**WHAT THE EXERCISE ASKS:** Please restate the records below verbatim, omitting every image they hold.

**Records from a data collection:**
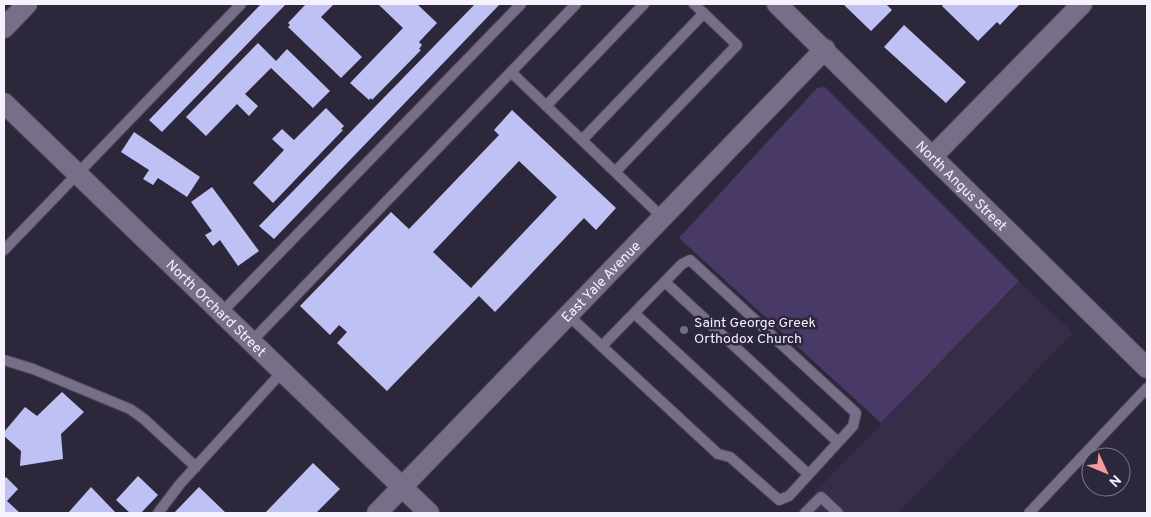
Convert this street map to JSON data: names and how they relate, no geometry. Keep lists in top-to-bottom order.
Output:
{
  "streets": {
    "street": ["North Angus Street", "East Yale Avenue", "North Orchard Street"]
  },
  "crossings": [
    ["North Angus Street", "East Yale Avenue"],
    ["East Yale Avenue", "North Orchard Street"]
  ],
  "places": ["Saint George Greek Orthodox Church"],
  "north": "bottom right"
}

**ANSWER FOR THE TASK:**
Convert this street map to JSON data: names and how they relate, no geometry. Keep lists in top-to-bottom order.
Output:
{
  "streets": {
    "street": ["North Angus Street", "East Yale Avenue", "North Orchard Street"]
  },
  "crossings": [
    ["North Angus Street", "East Yale Avenue"],
    ["East Yale Avenue", "North Orchard Street"]
  ],
  "places": ["Saint George Greek Orthodox Church"],
  "north": "bottom right"
}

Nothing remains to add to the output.